メキシコシティのメトロには、時刻表がない。
車内放送も、構内放送もない。
(路線によっては、次の駅は…というアナウンスあり)
電車がなかなか来なくても、とにかくホームでじっと待ち、
電車が急に止まっても、車内で辛抱強く待つ。
昨日はTacubayaという始発駅で、乗れるかぎりぎりの電車をやり過ごしたら
次のが来るまで15分くらい待つことになった。
ホームは次第に人で埋まっていく。
と、左の方から空っぽの電車が姿を現した。高まる期待感。
電車が止まり、ドアの前には人だかり。さてドアが開く……と思いきや、
なんと、黙ったまま、もと来たほうに戻っていった。
そして、待ちかねた電車が、今度は右から。
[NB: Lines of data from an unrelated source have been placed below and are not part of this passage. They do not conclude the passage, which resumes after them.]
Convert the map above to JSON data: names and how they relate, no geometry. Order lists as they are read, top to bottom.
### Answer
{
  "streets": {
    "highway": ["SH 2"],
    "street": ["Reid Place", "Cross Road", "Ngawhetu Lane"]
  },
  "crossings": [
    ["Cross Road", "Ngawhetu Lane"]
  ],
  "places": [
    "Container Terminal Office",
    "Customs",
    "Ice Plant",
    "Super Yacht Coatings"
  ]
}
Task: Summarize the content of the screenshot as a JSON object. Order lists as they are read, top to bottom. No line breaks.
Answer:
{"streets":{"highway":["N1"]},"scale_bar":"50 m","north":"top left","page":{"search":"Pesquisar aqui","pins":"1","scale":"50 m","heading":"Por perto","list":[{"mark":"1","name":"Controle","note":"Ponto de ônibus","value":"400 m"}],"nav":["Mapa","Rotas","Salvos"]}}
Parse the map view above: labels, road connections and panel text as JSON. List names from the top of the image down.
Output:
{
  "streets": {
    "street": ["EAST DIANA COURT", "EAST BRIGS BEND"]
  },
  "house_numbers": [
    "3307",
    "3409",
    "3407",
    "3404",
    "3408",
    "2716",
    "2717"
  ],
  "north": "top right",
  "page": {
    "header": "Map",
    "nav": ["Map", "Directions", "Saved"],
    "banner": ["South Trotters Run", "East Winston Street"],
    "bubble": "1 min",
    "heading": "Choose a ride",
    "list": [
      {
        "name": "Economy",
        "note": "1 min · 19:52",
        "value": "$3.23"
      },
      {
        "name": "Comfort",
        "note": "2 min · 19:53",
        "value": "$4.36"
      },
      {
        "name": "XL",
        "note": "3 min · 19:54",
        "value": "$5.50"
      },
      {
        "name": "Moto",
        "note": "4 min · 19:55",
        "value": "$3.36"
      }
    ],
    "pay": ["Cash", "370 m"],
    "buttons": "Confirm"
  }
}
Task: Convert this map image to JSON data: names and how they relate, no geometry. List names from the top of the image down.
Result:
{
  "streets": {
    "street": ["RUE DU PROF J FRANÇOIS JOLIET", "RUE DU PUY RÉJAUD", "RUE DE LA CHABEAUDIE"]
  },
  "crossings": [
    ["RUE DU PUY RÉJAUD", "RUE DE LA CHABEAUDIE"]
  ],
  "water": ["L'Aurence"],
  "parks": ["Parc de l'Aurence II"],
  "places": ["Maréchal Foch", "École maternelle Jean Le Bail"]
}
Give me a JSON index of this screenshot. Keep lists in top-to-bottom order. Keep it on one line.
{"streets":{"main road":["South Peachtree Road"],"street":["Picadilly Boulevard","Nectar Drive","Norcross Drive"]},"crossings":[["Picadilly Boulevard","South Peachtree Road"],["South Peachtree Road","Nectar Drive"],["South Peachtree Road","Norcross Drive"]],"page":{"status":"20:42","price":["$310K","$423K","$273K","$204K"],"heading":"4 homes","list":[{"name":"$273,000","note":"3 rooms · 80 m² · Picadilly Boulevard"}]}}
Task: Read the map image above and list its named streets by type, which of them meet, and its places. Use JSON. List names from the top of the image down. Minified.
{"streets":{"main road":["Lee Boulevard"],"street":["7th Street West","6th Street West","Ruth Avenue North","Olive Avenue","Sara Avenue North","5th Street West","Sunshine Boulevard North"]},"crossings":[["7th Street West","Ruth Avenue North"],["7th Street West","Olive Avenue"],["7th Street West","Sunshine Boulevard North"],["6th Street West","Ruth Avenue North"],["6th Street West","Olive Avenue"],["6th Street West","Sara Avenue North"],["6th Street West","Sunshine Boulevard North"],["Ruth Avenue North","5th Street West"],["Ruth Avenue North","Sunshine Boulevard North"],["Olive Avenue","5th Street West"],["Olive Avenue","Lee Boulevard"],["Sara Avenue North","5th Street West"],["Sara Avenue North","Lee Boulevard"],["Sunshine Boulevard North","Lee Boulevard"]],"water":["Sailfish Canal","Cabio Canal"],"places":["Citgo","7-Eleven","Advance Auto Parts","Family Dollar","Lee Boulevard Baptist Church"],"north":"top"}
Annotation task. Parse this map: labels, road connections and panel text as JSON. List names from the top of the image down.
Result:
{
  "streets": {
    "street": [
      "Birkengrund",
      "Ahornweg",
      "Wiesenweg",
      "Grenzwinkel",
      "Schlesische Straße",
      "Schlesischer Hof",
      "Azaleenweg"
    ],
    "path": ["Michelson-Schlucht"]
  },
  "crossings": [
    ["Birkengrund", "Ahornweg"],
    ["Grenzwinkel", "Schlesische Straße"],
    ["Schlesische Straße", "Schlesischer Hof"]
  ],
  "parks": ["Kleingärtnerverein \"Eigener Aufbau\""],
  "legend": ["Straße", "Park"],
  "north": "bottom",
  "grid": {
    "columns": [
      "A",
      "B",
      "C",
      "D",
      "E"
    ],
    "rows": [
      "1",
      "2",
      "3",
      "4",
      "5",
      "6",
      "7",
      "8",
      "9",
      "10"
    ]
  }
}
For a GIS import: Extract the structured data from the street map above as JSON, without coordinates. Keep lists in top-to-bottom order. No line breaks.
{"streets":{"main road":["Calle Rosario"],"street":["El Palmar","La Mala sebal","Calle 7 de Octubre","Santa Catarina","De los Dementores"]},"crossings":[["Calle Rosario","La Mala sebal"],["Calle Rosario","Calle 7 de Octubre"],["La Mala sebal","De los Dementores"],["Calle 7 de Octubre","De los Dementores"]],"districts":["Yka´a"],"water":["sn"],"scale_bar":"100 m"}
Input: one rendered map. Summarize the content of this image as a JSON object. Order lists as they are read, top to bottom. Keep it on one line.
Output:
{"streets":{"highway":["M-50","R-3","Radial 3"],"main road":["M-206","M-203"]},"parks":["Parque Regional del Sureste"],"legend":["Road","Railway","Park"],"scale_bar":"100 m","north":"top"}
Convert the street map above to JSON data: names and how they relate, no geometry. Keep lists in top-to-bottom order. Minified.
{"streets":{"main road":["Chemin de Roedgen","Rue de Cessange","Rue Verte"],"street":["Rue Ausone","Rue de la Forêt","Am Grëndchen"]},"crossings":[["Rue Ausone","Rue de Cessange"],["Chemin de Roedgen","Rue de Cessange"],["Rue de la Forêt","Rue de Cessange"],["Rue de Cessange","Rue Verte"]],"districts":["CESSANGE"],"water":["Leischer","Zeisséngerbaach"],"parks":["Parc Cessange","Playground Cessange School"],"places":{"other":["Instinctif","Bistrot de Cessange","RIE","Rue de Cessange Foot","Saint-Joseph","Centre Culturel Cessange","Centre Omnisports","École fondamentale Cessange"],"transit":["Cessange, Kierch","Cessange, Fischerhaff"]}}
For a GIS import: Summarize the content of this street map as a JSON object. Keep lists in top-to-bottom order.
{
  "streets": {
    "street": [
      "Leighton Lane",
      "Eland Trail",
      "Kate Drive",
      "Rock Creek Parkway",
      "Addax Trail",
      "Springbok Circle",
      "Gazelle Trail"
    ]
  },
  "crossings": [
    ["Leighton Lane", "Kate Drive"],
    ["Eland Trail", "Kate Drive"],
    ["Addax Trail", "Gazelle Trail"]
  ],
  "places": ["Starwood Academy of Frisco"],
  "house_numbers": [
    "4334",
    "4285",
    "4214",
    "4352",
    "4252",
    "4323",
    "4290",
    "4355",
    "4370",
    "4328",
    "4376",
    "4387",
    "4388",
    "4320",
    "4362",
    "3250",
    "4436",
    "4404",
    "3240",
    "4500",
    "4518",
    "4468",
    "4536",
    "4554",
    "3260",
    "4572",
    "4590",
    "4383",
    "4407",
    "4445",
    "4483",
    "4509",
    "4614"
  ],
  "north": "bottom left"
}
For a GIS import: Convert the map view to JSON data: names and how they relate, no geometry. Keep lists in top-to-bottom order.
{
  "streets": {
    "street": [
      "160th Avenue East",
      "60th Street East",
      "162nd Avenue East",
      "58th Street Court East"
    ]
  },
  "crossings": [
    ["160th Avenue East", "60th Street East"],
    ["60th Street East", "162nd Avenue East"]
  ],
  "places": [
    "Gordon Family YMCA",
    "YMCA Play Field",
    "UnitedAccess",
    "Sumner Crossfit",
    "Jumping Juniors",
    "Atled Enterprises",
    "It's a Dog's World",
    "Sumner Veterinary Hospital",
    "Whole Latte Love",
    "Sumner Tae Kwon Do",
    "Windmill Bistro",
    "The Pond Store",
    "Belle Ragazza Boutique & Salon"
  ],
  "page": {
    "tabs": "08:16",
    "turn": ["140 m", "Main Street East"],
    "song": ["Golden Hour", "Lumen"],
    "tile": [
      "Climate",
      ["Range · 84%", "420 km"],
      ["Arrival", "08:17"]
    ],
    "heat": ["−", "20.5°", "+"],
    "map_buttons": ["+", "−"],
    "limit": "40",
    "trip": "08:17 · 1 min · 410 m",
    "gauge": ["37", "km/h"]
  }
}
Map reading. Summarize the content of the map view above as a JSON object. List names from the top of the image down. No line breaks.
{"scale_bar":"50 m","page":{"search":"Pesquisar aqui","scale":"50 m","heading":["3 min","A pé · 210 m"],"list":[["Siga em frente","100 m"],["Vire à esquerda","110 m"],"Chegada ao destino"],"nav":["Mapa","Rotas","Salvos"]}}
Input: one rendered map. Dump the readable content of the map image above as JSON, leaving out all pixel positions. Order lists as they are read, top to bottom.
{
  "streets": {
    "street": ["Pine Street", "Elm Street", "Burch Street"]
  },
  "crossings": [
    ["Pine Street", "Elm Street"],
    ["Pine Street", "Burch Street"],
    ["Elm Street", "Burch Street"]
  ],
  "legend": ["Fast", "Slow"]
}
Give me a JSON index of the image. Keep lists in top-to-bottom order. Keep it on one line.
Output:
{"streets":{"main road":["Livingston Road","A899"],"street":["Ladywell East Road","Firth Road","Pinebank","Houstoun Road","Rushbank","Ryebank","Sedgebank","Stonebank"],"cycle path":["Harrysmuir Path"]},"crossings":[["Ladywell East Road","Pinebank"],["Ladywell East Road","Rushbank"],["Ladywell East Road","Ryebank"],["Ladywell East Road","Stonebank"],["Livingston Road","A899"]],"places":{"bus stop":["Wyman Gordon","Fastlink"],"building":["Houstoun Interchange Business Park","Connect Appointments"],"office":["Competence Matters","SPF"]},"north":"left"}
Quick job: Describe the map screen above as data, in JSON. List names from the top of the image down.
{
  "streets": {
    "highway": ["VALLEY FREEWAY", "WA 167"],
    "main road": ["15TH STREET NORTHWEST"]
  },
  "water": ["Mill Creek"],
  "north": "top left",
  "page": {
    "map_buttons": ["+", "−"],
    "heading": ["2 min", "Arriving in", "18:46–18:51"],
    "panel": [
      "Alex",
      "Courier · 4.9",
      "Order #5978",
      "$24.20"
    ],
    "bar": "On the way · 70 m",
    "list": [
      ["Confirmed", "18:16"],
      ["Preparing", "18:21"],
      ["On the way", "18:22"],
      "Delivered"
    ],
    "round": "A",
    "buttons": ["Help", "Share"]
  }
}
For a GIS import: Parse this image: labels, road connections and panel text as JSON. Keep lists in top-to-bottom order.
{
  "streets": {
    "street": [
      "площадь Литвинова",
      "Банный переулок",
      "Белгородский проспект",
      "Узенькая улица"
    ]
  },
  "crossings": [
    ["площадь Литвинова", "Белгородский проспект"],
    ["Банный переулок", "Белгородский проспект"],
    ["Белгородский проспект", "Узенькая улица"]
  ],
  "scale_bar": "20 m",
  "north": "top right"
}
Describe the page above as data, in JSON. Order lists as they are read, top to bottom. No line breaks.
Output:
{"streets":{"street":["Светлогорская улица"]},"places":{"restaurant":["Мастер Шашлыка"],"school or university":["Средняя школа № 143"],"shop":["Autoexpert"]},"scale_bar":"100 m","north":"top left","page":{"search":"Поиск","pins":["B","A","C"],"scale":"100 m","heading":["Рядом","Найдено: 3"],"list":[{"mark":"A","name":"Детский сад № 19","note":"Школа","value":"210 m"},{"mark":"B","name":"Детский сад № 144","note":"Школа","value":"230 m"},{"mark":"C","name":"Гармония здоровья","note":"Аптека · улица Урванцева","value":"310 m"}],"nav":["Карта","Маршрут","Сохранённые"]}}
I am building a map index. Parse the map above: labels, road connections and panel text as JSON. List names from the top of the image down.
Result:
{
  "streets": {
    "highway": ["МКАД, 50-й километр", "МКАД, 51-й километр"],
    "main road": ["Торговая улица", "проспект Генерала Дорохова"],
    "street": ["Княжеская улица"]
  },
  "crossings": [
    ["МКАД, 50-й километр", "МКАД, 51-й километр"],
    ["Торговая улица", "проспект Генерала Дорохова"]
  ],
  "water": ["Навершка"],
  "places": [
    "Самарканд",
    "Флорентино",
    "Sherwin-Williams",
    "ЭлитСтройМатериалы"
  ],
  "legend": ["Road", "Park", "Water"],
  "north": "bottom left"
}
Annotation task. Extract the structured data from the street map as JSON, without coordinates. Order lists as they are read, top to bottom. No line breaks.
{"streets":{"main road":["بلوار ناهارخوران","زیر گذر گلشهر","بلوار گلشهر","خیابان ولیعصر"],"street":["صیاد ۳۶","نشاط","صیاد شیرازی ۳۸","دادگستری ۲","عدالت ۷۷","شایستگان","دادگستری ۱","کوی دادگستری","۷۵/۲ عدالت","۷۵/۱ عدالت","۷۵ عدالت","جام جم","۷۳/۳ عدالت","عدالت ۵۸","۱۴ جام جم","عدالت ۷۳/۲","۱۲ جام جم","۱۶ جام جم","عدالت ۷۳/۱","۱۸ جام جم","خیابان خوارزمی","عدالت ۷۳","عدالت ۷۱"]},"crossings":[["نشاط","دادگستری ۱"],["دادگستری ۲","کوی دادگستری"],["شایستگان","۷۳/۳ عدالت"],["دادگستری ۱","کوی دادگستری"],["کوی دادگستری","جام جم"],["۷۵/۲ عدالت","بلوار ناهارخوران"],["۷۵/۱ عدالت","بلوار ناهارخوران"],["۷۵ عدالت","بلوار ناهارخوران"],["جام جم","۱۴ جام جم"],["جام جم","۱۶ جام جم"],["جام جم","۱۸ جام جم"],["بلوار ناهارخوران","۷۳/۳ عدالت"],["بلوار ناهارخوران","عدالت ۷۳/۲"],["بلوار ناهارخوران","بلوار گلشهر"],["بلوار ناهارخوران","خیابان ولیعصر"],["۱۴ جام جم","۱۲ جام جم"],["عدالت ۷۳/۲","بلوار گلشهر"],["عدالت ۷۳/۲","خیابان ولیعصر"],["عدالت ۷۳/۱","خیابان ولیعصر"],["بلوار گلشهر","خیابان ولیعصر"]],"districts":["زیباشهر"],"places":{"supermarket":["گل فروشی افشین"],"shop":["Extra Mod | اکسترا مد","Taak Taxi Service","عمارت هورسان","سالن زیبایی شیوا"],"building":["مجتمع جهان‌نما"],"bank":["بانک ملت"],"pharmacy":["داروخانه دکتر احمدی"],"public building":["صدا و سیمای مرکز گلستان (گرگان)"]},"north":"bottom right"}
そういえばここは始発駅だった。
「終点」に着いた乗客たちも早く降りたそうな様子。
ドアの前には人だかり。さてドアが開く…と思いきや、
ちょっと考えた末に、電車は停車位置を大幅に変えた。人だかりは右往左往。
背後で「ふふふ」とおばさんが笑った。
私としては、出てきた電車が静かに戻って行った時点で既にかなりおかしかったが、
可笑しさを共有する人ができたとばかり、おばさんと顔を見合わせて笑った。